I moved all controls to a WPF control library project, compiled a dll and then referenced it in my current project. That resulted in a cascading failiure and in the end I couldn't even add the control to the form. Then I ported all relevant code from the marquee to VB using Reflector and added the VB code files directly into the project. And now as soon as the storyboard is started, the error message above pops up. I triple-checked the code I ported to VB and as far as I can see it is completely identical to the C# code. I can attach it here if you'd like to take a look at it as well.

----------


## chris128

I dont know why you wouldnt of been able to just make a DLL and reference it... but yeah can you post your current code here?

----------


## obi1kenobi

Here it is  :Smilie: 

MarqueeVB.zip

----------


## obi1kenobi

I just rebuilt the DLL and added it to the project (after making a backup copy) and this time the app starts up just fine but the marquee doesn't scroll, the text just stands still. What gives? When I set the duration property, the storyboard is supposed to start, yet there is no animation... :S

----------


## chris128

Well I've built it into a DLL and added it to a VB project successfully... but it just doesnt seem to do anything :S

----------


## obi1kenobi

And yet in the solution I posted above - "MarqueeControl - Custom", the marquee was working exactly as it was supposed to. The code I used was the same in both instances... :S

----------


## chris128

No I meant I used the first one and just compiled the Marquee control class (and the rectangle converter bit) into a DLL. I've now added a reference to that into a new WPF project and created an instance of it on my window using pretty much the exact same XAML as in your project, and then copied the code that sets the text and width etc into the Window_Loaded event but it just doesnt show anything when I run it.
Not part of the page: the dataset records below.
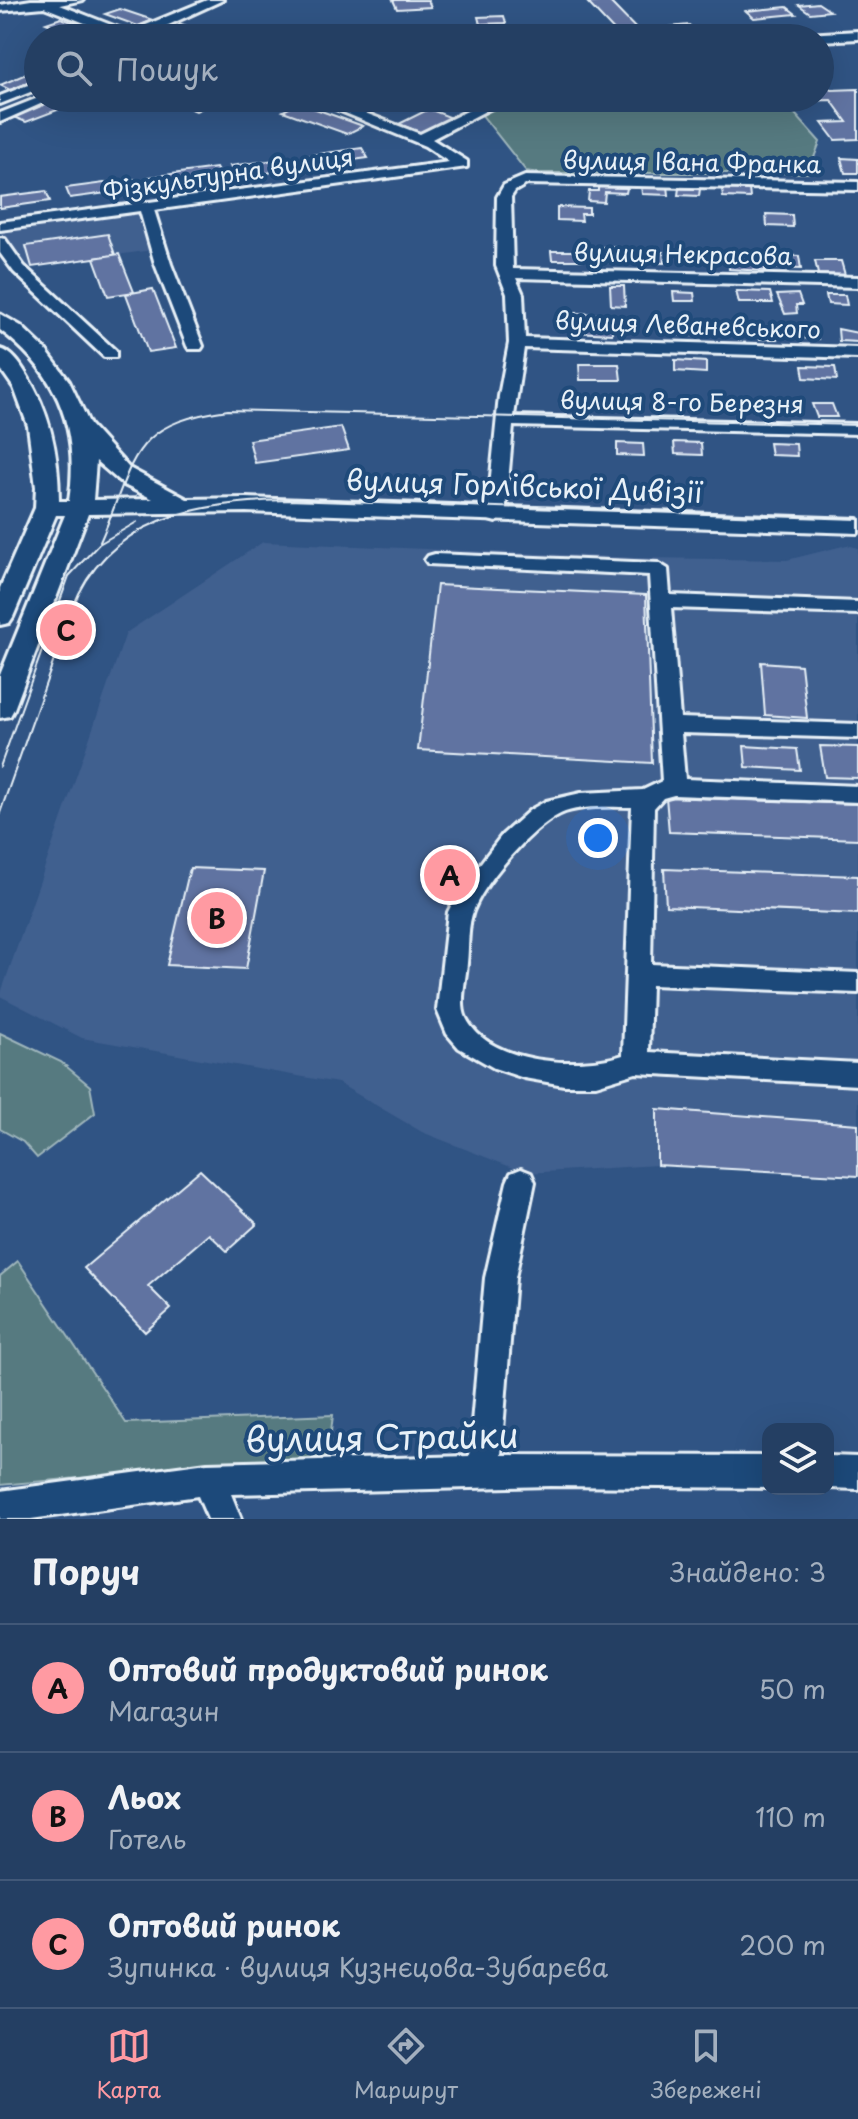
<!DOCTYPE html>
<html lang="uk">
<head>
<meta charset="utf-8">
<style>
	:root { --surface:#243f63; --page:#2c4669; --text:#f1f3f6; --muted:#a3afbe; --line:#415878; --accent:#ff9aa2 }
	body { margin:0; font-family:"Playpen Sans",sans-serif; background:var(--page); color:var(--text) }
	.controls { position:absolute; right:24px; bottom:24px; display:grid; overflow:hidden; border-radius:16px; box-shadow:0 8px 32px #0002 }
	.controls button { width:72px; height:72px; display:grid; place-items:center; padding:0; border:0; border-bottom:2px solid var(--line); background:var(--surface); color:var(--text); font:40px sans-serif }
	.you { position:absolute; left:598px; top:838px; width:28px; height:28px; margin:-20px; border:6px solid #fff; border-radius:50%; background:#1a73e8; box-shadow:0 0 0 12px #1a73e833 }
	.badge { display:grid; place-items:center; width:52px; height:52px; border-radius:50%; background:var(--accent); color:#111; font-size:26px; font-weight:700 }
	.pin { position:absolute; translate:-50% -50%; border:4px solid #fff; box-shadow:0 2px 8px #0006 }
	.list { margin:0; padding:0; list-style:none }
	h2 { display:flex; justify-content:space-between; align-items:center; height:104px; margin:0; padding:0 32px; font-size:34px }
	h2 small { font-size:26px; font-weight:400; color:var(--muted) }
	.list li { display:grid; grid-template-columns:52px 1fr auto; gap:24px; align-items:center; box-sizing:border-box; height:128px; padding:0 32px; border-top:2px solid var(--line) }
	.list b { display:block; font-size:30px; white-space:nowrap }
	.list p { margin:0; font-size:26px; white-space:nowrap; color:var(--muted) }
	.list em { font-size:26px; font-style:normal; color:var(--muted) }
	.icon { flex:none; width:44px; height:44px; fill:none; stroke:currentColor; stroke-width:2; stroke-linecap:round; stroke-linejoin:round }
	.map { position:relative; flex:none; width:858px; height:1519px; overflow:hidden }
	.search { position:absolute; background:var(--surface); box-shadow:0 8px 32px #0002; left:24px; right:24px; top:24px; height:88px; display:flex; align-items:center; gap:20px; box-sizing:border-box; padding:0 28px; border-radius:44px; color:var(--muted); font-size:30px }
	.sheet { height:488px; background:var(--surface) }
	nav { display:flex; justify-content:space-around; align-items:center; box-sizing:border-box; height:112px; border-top:2px solid var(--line); background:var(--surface); font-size:22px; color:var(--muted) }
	nav a { display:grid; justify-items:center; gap:4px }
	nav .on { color:var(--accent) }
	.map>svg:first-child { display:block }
	.built { fill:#41608f }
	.green { fill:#567a80; stroke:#9fb6bc; stroke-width:2 }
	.building { fill:#6073a1; stroke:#e8f1f8; stroke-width:2 }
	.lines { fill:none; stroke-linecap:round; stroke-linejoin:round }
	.minor-casing { stroke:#e8f1f8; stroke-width:6 }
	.major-casing { stroke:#e8f1f8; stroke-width:6 }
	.minor { fill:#1f4a7a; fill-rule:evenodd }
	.major { fill:#1f4a7a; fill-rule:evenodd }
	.tram { stroke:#e8f1f8; stroke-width:2 }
	.labels { text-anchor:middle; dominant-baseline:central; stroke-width:8; stroke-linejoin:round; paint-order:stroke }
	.far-street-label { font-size:24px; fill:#e8f1f8; stroke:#1f4a7a }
	.street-label { font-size:28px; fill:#e8f1f8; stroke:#1f4a7a }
	.near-street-label { font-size:34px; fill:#e8f1f8; stroke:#1f4a7a }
</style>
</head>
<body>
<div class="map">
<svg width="858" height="1519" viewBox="0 0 858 1519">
	<rect width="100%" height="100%" fill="#305484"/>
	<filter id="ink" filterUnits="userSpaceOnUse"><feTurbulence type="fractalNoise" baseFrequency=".0125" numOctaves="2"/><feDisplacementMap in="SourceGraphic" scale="16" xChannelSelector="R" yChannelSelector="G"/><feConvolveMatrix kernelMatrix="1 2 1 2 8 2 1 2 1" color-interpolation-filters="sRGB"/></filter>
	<g filter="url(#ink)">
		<g class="built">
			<polygon points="140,209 152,250 24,268 5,246 0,230"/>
			<polygon points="263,542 639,558 787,560 847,545 858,548 858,1176 657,1165 526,1173 422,1132 338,1083 82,1038 0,996 126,633"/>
		</g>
		<g class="green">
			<polygon points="517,98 781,98 820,142 808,173 538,173 526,171 482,115"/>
			<polygon points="0,1033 61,1062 90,1086 95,1113 37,1158 23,1142 0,1129"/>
			<polygon points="18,1261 126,1423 333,1415 328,1456 0,1485 0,1276"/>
		</g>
		<g class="building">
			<polygon points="393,0 428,0 431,7 397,9"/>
			<polygon points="609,1 642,35 673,32 668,27 689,25 701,36 621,38 588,3"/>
			<polygon points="818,3 830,11 810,13 799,5"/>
			<polygon points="787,7 796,14 754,18 746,11"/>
			<polygon points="120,9 153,20 138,26 105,14"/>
			<polygon points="504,16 506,23 480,24 478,17"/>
			<polygon points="61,18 92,29 77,35 46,23"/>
			<polygon points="374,23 390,28 369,38 345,37"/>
			<polygon points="181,24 222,38 186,38 165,31"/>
			<polygon points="38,69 38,79 10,90 0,85"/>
			<polygon points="825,82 831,90 858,89 858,139 835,140 822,123 847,122 831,100 806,101 804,98 820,98 820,83"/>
			<polygon points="198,98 224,98 196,111 182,105"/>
			<polygon points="363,98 399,98 407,101 392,108"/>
			<polygon points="441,98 488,98 469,108"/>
			<polygon points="55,100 68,106 26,122 13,117"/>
			<polygon points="299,103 363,126 347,134 283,111"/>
			<polygon points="429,109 452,118 422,133 399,124"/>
			<polygon points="362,148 368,158 317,165 311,155"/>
			<polygon points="290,158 296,169 236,177 230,166"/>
			<polygon points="841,158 858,159 858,173 845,173"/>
			<polygon points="216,168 221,178 153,187 149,177"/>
			<polygon points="134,179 137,189 70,198 66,188"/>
			<polygon points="641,185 668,186 669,195 642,194"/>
			<polygon points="598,187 627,188 626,193 605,192 604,202 588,201 589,191 598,191"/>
			<polygon points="679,188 700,189 699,196 678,195"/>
			<polygon points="722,189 749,189 750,198 723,197"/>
			<polygon points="46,191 50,201 0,208 0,197"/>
			<polygon points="557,207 589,208 589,214 581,214 582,221 557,220"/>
			<polygon points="766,214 792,215 793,227 767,226"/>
			<polygon points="108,234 115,255 32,267 26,246"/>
			<polygon points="592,247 615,247 617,262 593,261"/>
			<polygon points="551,251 581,251 582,260 552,260"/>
			<polygon points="638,252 663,252 664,263 638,262"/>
			<polygon points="119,254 134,292 108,296 94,258"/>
			<polygon points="772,255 799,256 801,269 773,268"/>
			<polygon points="729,256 755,258 756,264 765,265 765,271 729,269"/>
			<polygon points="815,261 841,261 845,275 818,274"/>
			<polygon points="610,286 624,286 625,306 611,305"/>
			<polygon points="153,289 176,348 148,352 126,294"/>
			<polygon points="736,291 770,292 773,303 739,303"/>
			<polygon points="673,292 694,293 695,301 674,301"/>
			<polygon points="798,294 802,305 796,305 797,313 785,314 777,295"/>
			<polygon points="826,295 845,295 847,305 828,304"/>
			<polygon points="576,313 613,315 612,334 575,332"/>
			<polygon points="682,323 707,324 708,336 675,335 674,328 683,328"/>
			<polygon points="756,326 773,326 777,339 760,339"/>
			<polygon points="797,328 816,329 818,339 799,338"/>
			<polygon points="838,329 858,333 858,342 839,341"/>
			<polygon points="675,360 706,362 706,373 675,371"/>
			<polygon points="579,364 619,364 621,380 580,380"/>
			<polygon points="802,366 835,367 837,380 804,378"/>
			<polygon points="752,400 775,401 778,411 754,411"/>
			<polygon points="812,404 832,404 837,417 817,417"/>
			<polygon points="341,427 349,450 255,463 249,440"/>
			<polygon points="674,442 701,443 702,455 675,454"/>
			<polygon points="617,443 643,444 644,456 617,455"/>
			<polygon points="769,443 796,444 797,456 771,455"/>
			<polygon points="437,585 646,595 652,763 418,750"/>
			<polygon points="761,662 801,665 807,718 765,715"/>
			<polygon points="744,746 797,749 800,770 746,767"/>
			<polygon points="820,746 858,747 858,778 825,777"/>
			<polygon points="666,797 858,804 858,839 669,832"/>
			<polygon points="190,868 264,871 246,969 167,965"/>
			<polygon points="664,869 858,876 858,914 666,906"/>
			<polygon points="657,1109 858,1124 858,1176 657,1165"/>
			<polygon points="200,1170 257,1224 227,1251 209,1234 148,1286 171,1309 145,1332 84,1268"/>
		</g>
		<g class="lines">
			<g class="minor-casing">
				<g id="minor">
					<polygon points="31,0 83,0 60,5 129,32 207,0 223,0 140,38 123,38 44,7 0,11 0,5"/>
					<polygon points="858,31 858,39 820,41 820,38 800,38 806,34"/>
					<polygon points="38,81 38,89 0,104 0,96"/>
					<polygon points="38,98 54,98 0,122 0,113"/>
					<polygon points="309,98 326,98 420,134 494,98 510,98 432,139 467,161 467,167 154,210 171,264 203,346 201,349 189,349 187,346 155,264 140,211 0,230 0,222 449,162 425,146"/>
					<polygon points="525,176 858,182 858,190 527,184 515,191 511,197 513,269 858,277 858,287 516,278 523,294 525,338 858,348 858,358 524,348 514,416 858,424 858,434 513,426 505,516 496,522 489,520 487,516 499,396 509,343 507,294 496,266 497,197 504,185"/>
					<polygon points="0,238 5,239 24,266 116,351 116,357 104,357 14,272 0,253"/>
					<path d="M435 554 658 563 668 569 670 595 858 602V614L671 608 680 718 858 724V738L681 733 685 779 858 786V802L674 795 663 798 654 808 651 964 858 973V993L651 985 649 1052 858 1063V1085L636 1073 596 1085H564L524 1078 494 1068 459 1048 447 1034 437 1010 448 912 457 894 502 835 530 810 546 801 581 793 643 790 662 781 649 575 428 564 425 560 428 556ZM632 807 623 1055C581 1069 489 1065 466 1018 459 1004 466 979 467 963 469 947 467 924 474 909 486 880 535 823 565 812 586 805 611 807 632 807Z"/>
					<polygon points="521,1169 531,1173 535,1182 515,1278 501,1455 768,1456 768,1488 551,1486 231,1494 241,1519 208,1519 198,1496 31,1519 0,1519 0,1491 207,1463 469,1456 485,1278 507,1182 511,1173"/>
					<polygon points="828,1456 858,1457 858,1489 828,1488"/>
				</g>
			</g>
			<g class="major-casing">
				<path id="major" d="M0 314 21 326 45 349 69 381 90 425 129 468 187 499 246 498 858 519V533L246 512 88 514 14 709 10 716 0 718V675L65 515H56L13 617 9 623 0 625V588L35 508 36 487 28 426 14 388 0 368V349C12 352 20 364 26 374 51 413 59 456 59 501H69C80 430 58 373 0 330ZM96 461 124 485 153 499 93 500Z"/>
			</g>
			<use href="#minor" class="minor"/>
			<use href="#major" class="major"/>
			<g class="tram">
				<path d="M100 542C136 460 127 424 228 410L858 425"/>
				<polyline points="0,767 69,576 99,544 137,522"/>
				<path d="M0 813 72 609C108 517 199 502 288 500L858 519"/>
			</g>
		</g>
	</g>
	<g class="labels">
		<g class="far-street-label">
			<text transform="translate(692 161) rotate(1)">вулиця Івана Франка</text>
			<text transform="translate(228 173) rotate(-8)">Фізкультурна вулиця</text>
			<text transform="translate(683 253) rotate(1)">вулиця Некрасова</text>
			<text transform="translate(688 324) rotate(2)">вулиця Леваневського</text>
			<text transform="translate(682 401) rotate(1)">вулиця 8-го Березня</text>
		</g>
		<g class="street-label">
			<text transform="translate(524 485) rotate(2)">вулиця Горлівської Дивізії</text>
		</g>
		<g class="near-street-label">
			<text transform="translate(382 1436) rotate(-1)">вулиця Страйки</text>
		</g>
	</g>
</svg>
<div class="controls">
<button><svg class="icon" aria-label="layers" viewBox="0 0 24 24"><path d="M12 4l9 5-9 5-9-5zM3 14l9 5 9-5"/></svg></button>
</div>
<div class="you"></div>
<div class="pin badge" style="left:450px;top:875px">A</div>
<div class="pin badge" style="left:217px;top:918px">B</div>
<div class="pin badge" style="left:66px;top:630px">C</div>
<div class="search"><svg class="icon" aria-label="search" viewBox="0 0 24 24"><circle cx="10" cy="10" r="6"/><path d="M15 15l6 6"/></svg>Пошук</div>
</div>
<section class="sheet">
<h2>Поруч<small>Знайдено: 3</small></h2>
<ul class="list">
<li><span class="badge">A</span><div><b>Оптовий продуктовий ринок</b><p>Магазин</p></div><em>50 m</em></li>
<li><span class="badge">B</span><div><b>Льох</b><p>Готель</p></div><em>110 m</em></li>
<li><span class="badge">C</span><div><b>Оптовий ринок</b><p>Зупинка · вулиця Кузнєцова-Зубарєва</p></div><em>200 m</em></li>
</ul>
</section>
<nav>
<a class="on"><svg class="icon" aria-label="map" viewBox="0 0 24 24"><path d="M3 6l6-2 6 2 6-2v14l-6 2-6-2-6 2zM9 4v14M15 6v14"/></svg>Карта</a>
<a><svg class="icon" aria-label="directions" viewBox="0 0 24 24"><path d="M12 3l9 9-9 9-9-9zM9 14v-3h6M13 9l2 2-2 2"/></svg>Маршрут</a>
<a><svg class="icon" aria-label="saved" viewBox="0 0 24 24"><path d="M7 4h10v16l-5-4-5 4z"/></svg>Збережені</a>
</nav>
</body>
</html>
No errors or anything, just a blank window :S

----------


## obi1kenobi

Ok I am definitely going to commit suicide... I've had headaches for two days over this silly thing, only to find out that instead the MarqueeContent property, I've been using the Content property, both via code and via XAML... XC

I'm really sorry for the confusion this has caused... The code now works fine... Thank you for your patience =)

----------


## chris128

lol im glad you got it working but I WAS using the MarqueeContent property and still couldnt get it to work!  :Smilie:

----------


## obi1kenobi

That's weird :S On my pc it works just fine now...

----------